INSTRUCTIONS FOR THE TASK →
Return copies of the lines below that mention "list".

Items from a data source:
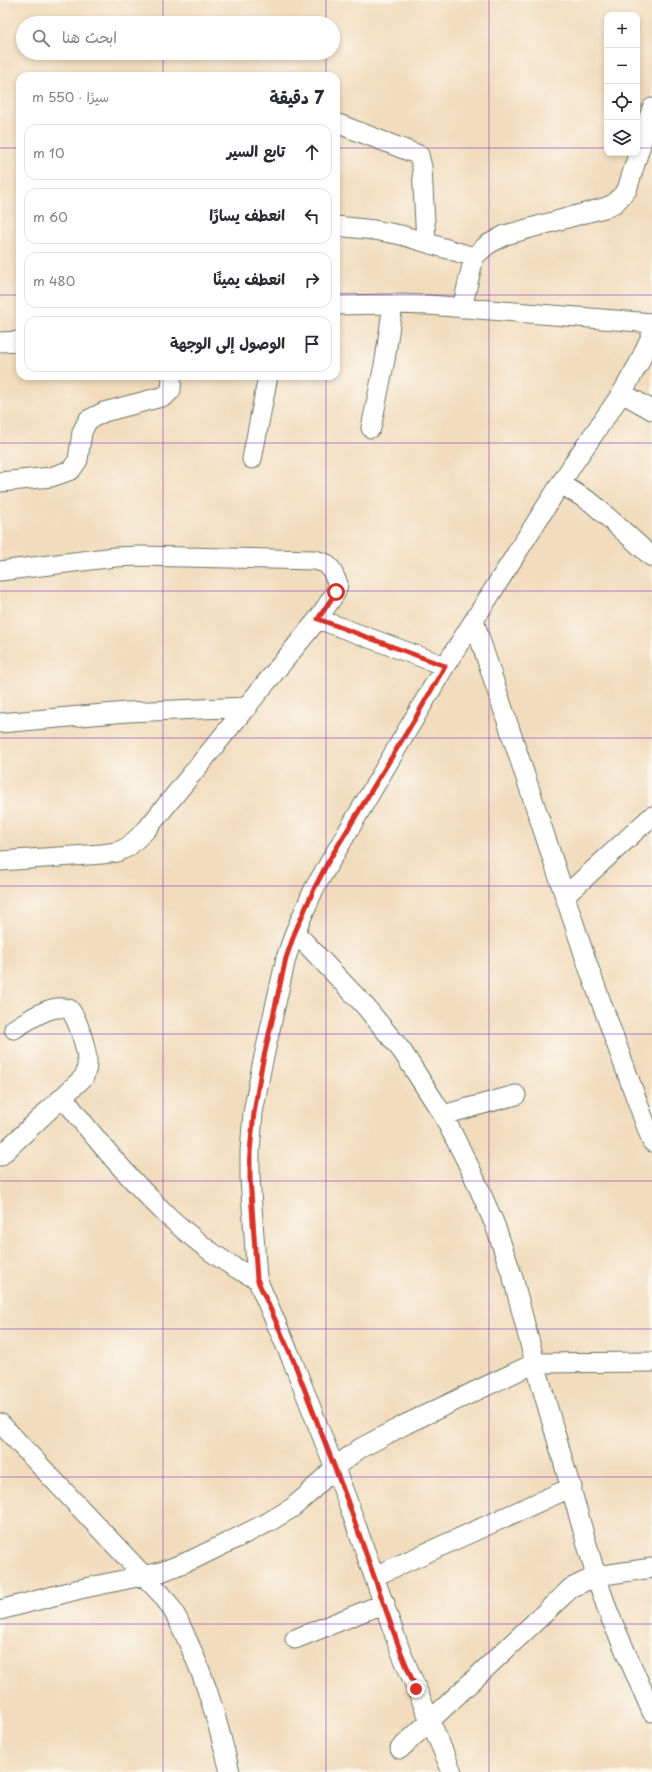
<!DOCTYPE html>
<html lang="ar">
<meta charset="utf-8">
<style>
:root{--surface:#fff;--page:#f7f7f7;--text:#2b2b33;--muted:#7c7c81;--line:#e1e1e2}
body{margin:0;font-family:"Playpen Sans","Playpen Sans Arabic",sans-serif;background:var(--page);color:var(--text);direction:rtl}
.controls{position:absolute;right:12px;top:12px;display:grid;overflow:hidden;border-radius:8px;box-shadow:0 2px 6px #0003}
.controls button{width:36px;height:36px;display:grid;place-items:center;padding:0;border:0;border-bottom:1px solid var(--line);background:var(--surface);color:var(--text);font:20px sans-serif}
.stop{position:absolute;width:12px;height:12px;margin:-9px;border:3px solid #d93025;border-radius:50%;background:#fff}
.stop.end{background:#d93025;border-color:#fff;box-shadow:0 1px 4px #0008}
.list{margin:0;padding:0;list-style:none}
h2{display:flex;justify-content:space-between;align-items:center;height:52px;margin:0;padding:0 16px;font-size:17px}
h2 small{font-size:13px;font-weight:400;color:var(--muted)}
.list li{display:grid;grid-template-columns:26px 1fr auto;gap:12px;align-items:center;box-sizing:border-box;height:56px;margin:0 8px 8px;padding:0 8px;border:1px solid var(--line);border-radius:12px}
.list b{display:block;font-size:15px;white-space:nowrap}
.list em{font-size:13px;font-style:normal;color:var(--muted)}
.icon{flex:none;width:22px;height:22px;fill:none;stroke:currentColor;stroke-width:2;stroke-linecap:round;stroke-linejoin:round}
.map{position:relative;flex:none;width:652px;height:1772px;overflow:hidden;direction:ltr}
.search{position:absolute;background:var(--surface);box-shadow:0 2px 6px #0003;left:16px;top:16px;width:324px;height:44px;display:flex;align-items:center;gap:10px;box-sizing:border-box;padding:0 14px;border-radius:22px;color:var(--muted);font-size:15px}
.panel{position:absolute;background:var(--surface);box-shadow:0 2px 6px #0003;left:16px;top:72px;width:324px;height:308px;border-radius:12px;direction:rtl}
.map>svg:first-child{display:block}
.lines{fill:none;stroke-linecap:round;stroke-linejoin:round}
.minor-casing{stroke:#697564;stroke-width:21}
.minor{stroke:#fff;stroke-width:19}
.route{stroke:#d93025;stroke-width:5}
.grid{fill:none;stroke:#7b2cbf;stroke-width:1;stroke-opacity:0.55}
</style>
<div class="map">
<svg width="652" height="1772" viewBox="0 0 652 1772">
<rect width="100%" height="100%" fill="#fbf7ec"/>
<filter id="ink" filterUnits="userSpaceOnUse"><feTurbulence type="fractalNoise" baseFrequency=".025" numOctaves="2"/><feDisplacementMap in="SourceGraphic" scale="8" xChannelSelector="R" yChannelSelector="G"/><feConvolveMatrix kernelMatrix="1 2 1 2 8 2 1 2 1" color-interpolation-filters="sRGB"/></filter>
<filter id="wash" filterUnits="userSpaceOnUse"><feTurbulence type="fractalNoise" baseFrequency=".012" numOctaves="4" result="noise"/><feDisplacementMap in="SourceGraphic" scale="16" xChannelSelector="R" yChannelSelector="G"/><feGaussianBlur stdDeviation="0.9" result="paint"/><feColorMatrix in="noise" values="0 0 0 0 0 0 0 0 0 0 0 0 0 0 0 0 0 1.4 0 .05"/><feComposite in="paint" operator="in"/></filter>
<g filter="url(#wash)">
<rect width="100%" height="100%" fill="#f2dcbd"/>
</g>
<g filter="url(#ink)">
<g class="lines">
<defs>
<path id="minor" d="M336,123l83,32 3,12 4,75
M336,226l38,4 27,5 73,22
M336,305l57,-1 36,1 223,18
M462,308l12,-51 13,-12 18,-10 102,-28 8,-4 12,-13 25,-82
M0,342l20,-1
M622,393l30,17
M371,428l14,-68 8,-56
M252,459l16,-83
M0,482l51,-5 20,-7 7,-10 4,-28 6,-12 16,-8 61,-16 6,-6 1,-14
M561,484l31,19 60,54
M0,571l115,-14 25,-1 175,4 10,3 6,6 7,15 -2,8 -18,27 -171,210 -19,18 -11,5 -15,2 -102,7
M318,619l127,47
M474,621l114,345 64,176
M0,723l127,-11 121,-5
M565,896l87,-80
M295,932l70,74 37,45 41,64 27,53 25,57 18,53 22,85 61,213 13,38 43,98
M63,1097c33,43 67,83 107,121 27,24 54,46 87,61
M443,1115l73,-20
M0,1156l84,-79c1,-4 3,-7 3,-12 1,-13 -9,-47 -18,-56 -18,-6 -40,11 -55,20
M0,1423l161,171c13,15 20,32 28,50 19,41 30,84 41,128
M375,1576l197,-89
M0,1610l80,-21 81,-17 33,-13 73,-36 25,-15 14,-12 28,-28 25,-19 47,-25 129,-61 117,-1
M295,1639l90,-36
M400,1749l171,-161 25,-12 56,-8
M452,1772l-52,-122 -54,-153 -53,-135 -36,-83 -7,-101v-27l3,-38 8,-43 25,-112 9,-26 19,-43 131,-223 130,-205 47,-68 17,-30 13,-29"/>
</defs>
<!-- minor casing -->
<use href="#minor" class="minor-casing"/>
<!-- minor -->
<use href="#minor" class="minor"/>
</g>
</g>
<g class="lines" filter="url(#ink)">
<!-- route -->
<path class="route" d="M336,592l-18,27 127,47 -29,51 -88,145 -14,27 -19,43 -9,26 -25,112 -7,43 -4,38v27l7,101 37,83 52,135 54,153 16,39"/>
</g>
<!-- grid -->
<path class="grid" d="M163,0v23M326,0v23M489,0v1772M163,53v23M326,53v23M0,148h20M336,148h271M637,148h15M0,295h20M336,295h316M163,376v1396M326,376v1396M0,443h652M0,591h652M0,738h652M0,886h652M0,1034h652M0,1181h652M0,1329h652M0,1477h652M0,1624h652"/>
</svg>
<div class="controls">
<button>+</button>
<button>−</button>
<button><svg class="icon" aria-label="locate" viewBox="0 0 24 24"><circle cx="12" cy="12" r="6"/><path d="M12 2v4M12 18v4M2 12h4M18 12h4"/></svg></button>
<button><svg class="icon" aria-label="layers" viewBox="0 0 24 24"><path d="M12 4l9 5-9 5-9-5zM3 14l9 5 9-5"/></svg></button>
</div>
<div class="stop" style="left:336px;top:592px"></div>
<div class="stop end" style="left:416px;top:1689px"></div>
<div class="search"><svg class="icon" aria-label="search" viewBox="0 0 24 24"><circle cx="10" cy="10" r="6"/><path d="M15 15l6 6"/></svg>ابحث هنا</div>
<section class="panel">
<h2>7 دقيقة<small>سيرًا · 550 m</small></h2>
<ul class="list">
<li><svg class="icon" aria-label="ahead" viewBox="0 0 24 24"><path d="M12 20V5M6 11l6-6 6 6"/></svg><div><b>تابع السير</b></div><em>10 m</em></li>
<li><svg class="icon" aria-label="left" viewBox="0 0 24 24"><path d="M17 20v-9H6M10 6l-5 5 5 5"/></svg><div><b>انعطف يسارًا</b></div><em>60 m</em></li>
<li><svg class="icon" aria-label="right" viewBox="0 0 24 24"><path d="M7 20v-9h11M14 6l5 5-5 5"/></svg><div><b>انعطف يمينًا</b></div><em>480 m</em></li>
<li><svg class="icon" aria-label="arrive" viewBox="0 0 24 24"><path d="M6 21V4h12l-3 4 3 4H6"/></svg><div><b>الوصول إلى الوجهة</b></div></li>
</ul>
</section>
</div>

REPLY TO THE TASK →
.list{margin:0;padding:0;list-style:none}
.list li{display:grid;grid-template-columns:26px 1fr auto;gap:12px;align-items:center;box-sizing:border-box;height:56px;margin:0 8px 8px;padding:0 8px;border:1px solid var(--line);border-radius:12px}
.list b{display:block;font-size:15px;white-space:nowrap}
.list em{font-size:13px;font-style:normal;color:var(--muted)}
<ul class="list">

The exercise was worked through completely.